Ao voltar para a casa, fiz questão de dedicar toda a minha tarde para assistir àquele filme que você tinha me recomendado ver – e assisti, mais uma vez, ao outro filme que lembrava a nós dois. Peguei o meu celular e coloquei no “repeat” aquela música que você tinha me enviado uma vez. Era aquela, do John Mayer, que você logo me enviou quando ficamos felizes por curtir o mesmo som. Lembra?! Fiz tudo isso, devorando várias barras daquele chocolate que você havia me dado quando eu estava doente.

Olhei para a janela do meu quarto e vi aquele lindo céu alaranjado. O dia já estava dando espaço para a noite chegar. Peguei o meu violão e comecei a cantar músicas que me lembravam fragmentos do que vivemos juntos. Uma quase história.

Ao terminar de tocar aqueles acordes e ouvir a minha própria voz desafinada, a noite já havia chegado. Encostada na cabeceira de minha cama, novamente pego o meu celular e começo a reler cada trecho de nossas conversas. Cada áudio gravado. E até mesmo aquelas fotos que você me enviou de sua viagem para o Rio.

Sou sensível, tu sabe. Então não demorou muito para que um misto de sorriso com lágrimas brotassem em mim. Fiquei parada olhando para sua foto de perfil e, antes de fechar a tela para ir dormir, eu finalmente consegui entender.

Cada atitude. Cada olhar desencontrado. Cada mensagem que nunca recebeu uma resposta.

Você ainda pensa. Você ainda tem carinho ou, quem sabe, admiração. Mas não o suficiente para recomeçar. Continuar. Ficar.

Ainda meio bêbada, me peguei num momento de raiva e te excluí. Dos contatos do meu celular e das redes sociais. Uma atitude desesperada de tentar excluir o tempo que você ficou. Mas claro, isso é uma bobagem.

E é por isso que eu te peço: não me leva a mal. Longe de mim querer te culpar. Sabemos bem onde houve cada erro. Sabemos dos medos e dos desejos. E que fique guardado somente o que ficou de bom.

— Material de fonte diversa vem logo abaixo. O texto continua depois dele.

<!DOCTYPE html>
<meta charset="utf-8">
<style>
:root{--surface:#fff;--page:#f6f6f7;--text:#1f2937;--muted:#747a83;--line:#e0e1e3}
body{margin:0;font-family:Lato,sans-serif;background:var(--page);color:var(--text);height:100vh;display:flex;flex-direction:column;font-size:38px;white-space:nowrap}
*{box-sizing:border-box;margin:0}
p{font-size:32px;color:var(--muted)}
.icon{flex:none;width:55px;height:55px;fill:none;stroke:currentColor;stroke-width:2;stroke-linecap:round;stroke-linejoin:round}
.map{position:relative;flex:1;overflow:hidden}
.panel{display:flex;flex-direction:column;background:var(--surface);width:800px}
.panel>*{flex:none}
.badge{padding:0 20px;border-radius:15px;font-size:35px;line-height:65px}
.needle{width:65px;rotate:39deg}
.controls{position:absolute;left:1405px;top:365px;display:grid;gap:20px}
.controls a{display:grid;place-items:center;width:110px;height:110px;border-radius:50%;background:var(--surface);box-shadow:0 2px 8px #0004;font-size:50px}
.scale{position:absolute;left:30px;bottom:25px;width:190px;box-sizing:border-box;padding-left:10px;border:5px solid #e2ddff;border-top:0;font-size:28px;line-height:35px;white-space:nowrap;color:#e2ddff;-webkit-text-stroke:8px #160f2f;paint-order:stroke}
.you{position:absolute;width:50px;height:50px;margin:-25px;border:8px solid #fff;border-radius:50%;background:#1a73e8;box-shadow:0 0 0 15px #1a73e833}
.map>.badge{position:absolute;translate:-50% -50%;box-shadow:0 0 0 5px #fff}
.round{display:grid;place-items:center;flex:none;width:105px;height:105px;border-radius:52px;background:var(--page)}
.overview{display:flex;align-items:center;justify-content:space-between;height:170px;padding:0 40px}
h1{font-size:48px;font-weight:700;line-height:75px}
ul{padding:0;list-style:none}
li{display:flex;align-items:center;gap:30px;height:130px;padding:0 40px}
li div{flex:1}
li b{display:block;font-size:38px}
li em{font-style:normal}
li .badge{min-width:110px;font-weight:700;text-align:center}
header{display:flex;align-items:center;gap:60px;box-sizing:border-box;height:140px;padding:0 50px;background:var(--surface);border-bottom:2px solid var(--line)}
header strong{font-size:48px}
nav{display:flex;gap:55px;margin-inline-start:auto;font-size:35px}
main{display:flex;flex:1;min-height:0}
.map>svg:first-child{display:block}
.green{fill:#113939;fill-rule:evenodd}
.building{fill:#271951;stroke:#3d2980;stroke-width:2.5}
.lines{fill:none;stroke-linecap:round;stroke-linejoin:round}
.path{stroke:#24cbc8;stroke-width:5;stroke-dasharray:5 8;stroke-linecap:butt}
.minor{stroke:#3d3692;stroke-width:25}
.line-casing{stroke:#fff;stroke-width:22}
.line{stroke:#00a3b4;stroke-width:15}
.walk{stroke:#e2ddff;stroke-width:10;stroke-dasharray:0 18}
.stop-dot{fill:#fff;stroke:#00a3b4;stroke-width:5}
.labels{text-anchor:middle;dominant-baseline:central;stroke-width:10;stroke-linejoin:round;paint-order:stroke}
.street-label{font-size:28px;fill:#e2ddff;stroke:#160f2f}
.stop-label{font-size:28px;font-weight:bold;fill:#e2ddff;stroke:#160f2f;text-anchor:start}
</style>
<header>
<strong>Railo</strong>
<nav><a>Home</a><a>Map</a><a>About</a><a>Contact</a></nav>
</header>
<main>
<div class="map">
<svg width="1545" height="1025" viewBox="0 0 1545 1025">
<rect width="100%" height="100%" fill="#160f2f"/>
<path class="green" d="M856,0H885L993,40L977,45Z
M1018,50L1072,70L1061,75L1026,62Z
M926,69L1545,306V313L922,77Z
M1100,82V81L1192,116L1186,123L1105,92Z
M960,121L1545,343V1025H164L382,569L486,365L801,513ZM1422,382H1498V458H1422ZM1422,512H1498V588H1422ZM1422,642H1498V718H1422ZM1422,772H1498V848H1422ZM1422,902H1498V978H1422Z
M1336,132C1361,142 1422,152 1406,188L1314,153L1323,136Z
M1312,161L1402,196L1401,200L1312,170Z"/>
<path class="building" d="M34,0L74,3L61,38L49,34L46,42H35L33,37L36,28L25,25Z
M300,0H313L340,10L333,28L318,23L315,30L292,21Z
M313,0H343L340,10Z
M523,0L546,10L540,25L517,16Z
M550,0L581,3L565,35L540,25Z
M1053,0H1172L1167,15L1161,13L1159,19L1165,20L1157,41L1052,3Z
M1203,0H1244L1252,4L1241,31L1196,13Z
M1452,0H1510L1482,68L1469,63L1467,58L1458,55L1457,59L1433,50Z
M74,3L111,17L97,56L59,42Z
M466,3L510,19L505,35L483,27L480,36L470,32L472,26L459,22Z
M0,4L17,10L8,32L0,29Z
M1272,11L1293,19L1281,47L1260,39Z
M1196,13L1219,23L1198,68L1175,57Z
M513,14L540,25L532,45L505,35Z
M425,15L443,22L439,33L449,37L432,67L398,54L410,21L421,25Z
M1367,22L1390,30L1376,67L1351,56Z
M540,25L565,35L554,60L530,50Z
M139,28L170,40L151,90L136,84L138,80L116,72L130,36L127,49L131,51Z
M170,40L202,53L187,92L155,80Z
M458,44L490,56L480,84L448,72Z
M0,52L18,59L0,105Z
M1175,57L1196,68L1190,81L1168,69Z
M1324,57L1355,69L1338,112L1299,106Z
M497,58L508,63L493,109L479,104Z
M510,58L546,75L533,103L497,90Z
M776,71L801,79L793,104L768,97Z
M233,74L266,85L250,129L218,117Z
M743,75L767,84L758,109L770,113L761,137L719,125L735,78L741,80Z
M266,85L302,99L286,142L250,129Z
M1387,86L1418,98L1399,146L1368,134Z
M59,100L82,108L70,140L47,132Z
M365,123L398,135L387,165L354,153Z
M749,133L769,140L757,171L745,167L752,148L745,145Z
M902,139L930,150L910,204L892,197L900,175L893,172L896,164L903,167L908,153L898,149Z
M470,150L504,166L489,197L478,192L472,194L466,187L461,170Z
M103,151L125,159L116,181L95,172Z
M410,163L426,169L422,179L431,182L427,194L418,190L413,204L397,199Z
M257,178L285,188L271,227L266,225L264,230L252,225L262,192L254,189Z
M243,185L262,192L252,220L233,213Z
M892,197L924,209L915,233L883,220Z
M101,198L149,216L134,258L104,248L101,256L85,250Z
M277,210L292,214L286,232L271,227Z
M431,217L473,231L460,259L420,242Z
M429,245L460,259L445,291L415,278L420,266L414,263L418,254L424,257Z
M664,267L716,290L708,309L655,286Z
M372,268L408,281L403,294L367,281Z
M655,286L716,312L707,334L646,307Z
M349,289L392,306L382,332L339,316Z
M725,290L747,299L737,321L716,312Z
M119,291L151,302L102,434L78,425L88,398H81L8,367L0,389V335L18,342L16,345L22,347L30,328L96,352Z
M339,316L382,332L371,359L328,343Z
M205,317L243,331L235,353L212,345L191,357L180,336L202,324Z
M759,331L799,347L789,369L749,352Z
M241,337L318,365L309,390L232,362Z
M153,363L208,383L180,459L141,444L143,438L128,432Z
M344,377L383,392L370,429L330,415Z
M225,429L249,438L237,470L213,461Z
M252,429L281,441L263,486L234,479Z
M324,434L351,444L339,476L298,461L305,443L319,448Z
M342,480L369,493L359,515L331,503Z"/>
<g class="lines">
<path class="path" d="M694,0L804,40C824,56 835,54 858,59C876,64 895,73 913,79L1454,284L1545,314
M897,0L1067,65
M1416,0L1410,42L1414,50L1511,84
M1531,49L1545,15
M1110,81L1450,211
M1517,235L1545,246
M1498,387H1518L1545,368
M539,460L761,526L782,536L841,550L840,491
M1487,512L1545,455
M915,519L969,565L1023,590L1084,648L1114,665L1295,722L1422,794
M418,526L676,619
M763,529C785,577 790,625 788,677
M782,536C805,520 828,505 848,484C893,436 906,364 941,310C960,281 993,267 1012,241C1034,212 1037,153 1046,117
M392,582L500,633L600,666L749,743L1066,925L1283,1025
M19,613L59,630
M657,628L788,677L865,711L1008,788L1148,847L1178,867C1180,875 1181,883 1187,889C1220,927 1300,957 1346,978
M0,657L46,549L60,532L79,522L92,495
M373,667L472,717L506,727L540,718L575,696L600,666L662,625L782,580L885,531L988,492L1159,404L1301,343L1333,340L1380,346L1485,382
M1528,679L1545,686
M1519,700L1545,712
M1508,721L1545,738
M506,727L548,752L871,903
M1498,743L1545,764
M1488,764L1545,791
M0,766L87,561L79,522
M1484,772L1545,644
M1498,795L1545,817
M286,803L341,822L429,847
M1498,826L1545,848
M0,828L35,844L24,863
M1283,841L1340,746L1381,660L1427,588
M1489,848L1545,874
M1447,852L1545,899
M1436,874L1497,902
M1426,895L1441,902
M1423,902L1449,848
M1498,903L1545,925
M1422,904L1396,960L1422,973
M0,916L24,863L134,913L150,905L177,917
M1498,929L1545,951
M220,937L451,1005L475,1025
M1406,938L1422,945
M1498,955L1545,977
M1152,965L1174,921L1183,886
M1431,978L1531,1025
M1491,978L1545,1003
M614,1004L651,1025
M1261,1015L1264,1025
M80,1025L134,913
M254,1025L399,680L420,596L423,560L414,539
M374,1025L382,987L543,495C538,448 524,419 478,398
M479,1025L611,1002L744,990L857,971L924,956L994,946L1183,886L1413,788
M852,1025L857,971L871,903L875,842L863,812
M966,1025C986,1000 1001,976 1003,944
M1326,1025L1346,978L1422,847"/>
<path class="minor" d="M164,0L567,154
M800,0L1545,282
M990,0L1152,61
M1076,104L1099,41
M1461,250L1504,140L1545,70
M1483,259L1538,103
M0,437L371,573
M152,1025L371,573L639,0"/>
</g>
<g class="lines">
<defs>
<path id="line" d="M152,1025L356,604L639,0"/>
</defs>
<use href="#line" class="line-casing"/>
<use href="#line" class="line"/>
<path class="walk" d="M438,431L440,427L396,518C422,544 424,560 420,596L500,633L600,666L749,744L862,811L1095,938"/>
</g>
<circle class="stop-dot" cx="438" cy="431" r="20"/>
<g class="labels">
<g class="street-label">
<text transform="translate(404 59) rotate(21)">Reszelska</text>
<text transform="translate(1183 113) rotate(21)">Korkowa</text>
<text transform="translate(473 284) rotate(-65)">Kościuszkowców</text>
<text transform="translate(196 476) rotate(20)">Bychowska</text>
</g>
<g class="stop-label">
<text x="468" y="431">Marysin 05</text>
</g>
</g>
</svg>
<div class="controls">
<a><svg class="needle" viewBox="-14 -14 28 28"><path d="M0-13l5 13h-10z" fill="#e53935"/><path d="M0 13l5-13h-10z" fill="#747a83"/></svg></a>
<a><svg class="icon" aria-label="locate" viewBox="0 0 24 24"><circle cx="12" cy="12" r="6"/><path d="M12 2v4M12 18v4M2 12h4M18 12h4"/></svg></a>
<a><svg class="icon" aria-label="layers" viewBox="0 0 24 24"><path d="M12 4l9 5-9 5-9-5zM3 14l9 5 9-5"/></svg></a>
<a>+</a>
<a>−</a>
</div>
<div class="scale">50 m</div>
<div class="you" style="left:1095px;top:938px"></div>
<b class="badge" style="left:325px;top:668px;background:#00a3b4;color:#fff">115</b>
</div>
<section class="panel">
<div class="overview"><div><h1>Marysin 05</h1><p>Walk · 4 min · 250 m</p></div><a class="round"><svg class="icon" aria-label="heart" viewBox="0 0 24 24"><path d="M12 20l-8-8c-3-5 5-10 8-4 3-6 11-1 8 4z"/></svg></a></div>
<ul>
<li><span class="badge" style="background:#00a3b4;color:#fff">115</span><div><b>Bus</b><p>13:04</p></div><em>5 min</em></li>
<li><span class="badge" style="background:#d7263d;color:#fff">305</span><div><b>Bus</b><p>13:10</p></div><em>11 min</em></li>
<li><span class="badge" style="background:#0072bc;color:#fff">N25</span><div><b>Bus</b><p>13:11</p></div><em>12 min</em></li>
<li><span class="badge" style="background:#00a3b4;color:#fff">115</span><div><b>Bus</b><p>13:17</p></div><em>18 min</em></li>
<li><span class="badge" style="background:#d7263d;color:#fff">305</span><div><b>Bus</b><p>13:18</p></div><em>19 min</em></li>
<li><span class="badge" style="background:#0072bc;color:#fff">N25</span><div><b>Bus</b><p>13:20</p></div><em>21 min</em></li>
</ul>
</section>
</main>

Mas é que somente hoje, ao ser acordada pelos raios de sol que invadiam o meu quarto, eu fui entender. Entendi que não dá pra sobreviver de fragmentos. “O tempo não para”… Não é assim que diz a música?

Que lembranças boas devem ser respeitadas, mas não revividas, pois por algum motivo, se elas se tornaram lembranças, então é porque não devem fazer parte do nosso presente. E eu entendi, finalmente, que eu poderia tentar reviver o que nós vivemos, assim como eu tentei ontem. Mas você não está aqui. E não existe um “nós”. Não vai existir.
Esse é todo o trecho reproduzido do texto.